## Problem to solve
For the word "picture", return each line of the data in which it occurs.

## Material provided

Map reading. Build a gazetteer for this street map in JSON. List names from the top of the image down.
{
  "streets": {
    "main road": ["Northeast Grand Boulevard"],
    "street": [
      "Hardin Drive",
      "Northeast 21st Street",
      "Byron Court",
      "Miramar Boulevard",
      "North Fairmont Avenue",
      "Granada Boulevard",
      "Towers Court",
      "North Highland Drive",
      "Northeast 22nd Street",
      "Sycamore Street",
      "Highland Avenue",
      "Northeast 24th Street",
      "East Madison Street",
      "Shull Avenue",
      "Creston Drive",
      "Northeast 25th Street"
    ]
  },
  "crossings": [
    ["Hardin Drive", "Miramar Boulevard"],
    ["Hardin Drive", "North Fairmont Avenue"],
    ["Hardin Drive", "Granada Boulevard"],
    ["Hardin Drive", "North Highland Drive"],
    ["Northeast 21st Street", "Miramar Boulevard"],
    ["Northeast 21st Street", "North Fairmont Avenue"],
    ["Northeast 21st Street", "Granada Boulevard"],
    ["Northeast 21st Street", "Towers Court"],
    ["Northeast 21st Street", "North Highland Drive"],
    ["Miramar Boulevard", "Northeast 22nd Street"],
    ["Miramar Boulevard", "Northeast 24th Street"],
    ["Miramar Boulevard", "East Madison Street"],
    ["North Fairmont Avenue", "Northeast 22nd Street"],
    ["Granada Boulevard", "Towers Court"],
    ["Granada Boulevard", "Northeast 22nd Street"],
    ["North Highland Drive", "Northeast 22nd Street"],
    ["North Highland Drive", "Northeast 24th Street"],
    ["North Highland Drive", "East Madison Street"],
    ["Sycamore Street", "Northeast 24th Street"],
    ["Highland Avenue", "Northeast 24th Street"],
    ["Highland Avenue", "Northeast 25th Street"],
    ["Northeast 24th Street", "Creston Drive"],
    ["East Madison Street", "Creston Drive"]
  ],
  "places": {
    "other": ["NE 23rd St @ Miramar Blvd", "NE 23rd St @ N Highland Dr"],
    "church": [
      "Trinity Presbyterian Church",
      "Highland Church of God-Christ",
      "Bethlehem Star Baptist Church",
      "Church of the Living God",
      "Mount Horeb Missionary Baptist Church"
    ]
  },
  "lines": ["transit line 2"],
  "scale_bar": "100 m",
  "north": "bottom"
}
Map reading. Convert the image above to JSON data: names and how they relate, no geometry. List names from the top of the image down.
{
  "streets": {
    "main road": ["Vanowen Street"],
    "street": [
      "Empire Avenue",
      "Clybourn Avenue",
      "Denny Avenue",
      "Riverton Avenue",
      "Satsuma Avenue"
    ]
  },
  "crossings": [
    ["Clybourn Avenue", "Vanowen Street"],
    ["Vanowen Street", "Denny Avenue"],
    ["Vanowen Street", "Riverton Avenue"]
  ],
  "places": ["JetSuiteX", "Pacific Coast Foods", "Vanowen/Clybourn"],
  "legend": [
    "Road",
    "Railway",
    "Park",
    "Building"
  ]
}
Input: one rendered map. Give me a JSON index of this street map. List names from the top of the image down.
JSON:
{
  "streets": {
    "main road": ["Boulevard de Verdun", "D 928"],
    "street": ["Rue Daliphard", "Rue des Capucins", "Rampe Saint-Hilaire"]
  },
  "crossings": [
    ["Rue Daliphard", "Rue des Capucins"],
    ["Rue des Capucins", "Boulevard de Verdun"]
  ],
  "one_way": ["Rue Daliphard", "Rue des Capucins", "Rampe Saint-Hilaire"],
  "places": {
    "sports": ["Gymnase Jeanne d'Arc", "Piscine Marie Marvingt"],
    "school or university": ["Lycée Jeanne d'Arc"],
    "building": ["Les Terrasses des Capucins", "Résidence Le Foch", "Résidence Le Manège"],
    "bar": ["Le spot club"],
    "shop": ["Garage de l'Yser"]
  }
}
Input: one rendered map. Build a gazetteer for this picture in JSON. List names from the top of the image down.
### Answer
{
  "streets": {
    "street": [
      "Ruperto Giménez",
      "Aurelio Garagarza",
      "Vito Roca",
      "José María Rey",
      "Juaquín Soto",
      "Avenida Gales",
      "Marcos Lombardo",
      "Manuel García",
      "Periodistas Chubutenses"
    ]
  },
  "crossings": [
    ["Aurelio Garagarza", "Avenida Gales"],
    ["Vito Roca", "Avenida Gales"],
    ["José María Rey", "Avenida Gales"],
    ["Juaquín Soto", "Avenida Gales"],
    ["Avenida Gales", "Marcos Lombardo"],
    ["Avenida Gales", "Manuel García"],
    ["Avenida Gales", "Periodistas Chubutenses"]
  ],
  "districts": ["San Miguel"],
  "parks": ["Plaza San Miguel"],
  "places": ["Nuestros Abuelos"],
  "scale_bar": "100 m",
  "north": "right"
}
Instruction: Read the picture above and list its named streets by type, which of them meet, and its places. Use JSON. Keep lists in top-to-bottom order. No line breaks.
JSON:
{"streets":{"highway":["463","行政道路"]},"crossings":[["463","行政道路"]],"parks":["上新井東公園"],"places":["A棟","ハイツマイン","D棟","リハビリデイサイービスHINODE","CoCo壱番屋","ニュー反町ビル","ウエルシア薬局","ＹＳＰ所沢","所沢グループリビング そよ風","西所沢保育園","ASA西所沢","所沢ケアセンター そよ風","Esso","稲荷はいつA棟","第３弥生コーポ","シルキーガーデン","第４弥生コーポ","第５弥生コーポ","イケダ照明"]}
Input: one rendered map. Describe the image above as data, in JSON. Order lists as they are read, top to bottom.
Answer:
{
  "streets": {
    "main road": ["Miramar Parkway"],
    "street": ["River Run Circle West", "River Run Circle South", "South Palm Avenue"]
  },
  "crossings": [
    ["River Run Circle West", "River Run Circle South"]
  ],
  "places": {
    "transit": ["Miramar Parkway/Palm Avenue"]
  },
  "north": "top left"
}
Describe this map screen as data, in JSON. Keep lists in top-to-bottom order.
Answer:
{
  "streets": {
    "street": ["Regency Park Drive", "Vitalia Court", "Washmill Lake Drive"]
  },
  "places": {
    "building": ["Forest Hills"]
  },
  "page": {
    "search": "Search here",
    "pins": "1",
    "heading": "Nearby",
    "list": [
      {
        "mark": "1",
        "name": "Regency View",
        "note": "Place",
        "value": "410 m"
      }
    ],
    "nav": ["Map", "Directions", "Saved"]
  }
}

## Reply
Input: one rendered map. Build a gazetteer for this picture in JSON. List names from the top of the image down.
Instruction: Read the picture above and list its named streets by type, which of them meet, and its places. Use JSON. Keep lists in top-to-bottom order. No line breaks.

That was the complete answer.